------ Data to examine ------

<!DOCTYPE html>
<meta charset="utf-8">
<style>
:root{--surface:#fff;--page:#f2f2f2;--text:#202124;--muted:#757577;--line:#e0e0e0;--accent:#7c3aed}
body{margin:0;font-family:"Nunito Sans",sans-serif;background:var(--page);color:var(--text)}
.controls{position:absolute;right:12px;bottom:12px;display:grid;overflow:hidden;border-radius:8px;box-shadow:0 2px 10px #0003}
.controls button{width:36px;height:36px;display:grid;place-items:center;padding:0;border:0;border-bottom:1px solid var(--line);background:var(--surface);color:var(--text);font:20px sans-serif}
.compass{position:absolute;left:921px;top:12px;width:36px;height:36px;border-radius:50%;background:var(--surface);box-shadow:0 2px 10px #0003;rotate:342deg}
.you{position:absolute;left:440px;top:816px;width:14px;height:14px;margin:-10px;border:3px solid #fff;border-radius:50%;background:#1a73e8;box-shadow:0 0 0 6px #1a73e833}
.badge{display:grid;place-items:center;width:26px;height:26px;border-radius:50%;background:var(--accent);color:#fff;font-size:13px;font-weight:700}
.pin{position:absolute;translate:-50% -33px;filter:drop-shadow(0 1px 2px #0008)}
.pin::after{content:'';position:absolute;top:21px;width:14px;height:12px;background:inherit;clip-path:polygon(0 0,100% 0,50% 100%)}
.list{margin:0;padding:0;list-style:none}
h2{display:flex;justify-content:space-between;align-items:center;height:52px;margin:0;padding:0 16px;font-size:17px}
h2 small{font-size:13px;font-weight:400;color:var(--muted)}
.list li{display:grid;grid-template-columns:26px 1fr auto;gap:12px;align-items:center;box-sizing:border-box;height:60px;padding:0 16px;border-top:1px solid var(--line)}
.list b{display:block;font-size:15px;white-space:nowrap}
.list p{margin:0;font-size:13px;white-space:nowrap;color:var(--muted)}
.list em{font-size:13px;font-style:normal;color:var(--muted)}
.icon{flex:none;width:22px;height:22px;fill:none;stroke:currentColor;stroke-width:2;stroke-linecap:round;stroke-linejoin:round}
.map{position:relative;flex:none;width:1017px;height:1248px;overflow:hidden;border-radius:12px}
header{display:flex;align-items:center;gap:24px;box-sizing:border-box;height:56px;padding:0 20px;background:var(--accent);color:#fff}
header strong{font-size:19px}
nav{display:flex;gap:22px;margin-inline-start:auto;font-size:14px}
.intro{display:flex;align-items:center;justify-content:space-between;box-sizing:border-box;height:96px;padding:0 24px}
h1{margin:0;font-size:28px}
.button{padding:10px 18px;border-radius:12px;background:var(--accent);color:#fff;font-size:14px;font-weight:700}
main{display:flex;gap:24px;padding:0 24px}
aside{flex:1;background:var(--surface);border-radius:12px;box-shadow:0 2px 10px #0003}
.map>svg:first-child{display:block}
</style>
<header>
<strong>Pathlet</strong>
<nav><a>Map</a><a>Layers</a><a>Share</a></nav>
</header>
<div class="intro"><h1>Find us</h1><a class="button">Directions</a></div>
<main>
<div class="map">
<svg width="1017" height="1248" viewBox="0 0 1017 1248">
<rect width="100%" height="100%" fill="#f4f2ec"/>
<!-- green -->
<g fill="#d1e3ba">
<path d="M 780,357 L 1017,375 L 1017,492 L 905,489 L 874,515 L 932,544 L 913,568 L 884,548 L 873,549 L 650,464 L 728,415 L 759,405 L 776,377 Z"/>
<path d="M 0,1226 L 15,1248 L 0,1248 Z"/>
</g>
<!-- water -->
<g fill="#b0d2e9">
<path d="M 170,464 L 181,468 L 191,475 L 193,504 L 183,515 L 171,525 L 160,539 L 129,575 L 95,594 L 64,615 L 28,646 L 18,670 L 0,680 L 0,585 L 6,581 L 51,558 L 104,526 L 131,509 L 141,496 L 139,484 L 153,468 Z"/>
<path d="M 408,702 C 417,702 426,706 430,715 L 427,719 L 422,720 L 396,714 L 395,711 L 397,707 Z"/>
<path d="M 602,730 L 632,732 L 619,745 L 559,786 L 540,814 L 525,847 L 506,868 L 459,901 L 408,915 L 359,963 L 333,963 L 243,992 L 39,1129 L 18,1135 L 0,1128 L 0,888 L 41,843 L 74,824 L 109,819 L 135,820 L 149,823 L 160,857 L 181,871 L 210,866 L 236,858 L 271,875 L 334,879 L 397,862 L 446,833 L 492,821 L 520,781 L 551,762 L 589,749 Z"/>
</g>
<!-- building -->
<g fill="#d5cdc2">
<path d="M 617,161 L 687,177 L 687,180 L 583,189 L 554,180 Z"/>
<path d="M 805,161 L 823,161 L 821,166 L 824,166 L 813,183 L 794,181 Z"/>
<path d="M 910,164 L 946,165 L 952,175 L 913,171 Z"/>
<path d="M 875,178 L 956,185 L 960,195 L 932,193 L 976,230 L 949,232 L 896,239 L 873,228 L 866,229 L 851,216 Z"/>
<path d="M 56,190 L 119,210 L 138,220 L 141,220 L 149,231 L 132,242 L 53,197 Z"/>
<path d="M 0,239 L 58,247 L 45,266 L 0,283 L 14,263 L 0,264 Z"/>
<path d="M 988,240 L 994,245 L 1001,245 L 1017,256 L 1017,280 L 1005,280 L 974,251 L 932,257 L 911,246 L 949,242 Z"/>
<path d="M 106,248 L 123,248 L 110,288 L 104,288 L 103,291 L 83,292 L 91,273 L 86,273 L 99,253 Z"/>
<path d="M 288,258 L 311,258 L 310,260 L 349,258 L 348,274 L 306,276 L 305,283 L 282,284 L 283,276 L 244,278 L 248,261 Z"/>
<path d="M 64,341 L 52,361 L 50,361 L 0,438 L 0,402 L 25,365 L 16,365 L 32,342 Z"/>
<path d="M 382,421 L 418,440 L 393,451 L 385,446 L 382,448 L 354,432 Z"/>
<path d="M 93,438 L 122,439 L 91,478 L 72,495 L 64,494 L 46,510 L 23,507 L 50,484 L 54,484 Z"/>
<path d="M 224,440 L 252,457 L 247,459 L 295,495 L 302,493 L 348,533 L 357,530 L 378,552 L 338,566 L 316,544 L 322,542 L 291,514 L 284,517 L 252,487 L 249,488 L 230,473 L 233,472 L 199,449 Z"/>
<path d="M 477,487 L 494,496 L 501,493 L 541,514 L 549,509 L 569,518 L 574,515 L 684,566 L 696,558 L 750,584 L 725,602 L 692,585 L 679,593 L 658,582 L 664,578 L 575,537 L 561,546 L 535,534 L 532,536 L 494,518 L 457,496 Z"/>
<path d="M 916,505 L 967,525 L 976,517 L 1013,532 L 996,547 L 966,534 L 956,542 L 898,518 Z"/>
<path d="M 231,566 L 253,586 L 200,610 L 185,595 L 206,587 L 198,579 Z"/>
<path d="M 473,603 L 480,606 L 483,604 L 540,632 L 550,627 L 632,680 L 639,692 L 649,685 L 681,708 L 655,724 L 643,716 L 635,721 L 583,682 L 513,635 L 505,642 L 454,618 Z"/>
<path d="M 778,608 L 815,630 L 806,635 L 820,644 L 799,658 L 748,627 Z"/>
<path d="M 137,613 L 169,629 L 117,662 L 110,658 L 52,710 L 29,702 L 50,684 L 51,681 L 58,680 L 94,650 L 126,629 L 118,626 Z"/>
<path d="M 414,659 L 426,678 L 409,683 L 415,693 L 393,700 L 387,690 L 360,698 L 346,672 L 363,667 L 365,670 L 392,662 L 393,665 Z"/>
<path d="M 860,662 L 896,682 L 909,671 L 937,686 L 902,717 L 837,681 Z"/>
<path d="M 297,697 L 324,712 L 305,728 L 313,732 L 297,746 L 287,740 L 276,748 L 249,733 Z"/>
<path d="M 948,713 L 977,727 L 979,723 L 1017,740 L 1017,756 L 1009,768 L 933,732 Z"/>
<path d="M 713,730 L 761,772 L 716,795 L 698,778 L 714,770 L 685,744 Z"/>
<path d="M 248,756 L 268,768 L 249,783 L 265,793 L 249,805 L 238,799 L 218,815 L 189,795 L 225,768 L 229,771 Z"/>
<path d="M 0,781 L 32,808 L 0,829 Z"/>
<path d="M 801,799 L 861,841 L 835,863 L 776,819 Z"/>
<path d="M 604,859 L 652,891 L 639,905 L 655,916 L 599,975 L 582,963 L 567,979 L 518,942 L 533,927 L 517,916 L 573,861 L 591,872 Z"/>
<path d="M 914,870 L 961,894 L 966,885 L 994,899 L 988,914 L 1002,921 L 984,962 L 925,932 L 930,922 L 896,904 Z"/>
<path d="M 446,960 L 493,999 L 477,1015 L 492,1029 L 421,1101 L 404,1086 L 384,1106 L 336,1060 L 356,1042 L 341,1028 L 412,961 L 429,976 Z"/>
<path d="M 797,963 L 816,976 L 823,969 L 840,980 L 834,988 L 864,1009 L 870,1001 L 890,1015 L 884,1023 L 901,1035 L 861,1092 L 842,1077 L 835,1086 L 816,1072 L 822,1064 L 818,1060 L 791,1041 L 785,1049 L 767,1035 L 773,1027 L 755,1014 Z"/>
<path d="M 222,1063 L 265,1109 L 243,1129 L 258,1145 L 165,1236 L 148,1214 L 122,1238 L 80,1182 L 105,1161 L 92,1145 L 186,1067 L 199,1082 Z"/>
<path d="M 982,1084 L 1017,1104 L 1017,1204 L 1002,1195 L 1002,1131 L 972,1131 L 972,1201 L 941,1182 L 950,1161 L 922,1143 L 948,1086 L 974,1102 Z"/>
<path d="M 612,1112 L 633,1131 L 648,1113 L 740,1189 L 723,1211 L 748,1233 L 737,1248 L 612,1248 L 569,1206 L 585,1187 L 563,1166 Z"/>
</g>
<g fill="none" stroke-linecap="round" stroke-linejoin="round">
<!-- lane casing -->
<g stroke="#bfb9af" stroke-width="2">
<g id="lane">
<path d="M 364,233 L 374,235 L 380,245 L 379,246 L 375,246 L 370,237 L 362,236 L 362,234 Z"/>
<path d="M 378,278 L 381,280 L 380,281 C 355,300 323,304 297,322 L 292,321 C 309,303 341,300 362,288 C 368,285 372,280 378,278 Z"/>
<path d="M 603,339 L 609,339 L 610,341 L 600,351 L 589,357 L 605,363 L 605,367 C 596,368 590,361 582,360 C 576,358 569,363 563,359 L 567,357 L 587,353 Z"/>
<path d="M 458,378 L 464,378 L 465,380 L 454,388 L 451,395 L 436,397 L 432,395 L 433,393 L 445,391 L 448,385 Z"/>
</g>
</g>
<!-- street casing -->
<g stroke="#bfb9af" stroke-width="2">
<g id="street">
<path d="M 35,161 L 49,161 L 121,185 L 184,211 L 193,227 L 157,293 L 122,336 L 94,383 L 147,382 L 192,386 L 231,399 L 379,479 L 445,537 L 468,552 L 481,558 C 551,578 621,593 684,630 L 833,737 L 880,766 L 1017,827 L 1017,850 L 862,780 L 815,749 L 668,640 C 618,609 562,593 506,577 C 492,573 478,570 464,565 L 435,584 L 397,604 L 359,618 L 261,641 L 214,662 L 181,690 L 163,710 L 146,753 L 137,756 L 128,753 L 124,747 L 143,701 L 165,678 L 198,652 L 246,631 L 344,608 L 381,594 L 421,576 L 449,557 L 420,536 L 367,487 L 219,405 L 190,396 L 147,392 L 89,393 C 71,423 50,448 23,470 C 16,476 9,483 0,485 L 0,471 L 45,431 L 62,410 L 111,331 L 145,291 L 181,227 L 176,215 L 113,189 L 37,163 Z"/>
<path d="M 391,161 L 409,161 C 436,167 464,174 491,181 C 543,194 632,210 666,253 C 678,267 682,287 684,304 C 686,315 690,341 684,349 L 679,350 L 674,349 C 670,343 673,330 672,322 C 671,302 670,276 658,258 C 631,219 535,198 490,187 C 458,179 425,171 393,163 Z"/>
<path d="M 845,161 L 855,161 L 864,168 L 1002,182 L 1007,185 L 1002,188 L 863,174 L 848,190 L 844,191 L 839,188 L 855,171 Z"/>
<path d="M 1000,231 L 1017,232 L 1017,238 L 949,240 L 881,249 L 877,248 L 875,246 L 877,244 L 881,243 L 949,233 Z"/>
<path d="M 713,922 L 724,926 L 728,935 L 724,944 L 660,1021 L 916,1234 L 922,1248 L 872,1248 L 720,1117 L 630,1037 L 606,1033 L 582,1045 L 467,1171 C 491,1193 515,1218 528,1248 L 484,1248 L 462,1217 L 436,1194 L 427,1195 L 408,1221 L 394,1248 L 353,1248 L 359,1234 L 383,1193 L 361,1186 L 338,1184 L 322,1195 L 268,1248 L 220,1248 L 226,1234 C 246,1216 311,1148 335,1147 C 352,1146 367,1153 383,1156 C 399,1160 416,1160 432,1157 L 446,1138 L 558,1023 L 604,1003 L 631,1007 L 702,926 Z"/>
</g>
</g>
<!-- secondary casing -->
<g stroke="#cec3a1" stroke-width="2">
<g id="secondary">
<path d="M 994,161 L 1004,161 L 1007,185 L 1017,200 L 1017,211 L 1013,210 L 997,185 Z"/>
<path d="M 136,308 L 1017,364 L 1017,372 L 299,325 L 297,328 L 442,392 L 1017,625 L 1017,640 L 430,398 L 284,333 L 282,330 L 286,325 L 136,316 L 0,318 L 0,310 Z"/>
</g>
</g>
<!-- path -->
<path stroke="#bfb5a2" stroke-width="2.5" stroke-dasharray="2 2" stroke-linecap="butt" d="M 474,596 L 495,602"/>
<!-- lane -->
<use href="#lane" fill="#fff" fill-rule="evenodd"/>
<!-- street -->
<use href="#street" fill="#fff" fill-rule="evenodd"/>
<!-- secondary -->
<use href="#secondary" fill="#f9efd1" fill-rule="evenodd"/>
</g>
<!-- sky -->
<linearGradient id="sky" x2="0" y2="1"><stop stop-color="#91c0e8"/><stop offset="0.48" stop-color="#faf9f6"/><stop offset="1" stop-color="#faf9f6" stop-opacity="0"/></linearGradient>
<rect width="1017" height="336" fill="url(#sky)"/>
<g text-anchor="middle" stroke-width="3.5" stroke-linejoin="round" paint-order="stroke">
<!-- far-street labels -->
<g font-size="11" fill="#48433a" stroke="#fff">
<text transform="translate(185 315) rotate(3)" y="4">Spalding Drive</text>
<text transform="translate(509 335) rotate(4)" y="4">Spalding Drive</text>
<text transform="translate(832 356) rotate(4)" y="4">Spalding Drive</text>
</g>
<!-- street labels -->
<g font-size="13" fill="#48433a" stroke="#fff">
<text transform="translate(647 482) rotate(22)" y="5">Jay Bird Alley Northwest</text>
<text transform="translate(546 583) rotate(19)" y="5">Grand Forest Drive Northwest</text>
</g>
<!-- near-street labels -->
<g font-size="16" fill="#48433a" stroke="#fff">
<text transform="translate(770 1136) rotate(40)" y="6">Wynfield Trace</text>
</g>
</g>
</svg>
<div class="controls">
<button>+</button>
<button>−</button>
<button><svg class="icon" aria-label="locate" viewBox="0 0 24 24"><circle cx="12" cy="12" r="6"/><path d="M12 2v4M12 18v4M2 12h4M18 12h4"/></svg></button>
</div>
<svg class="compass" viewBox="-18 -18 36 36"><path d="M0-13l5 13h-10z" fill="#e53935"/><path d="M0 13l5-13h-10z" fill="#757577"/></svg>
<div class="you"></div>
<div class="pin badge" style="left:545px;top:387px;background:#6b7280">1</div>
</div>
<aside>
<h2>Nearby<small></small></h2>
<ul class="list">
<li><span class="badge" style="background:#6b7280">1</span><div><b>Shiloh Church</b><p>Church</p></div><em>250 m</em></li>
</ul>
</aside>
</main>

------

How to complete this task -
Could you copy each line in the listing above that includes the word "serif"?

Exercise result -
body{margin:0;font-family:"Nunito Sans",sans-serif;background:var(--page);color:var(--text)}
.controls button{width:36px;height:36px;display:grid;place-items:center;padding:0;border:0;border-bottom:1px solid var(--line);background:var(--surface);color:var(--text);font:20px sans-serif}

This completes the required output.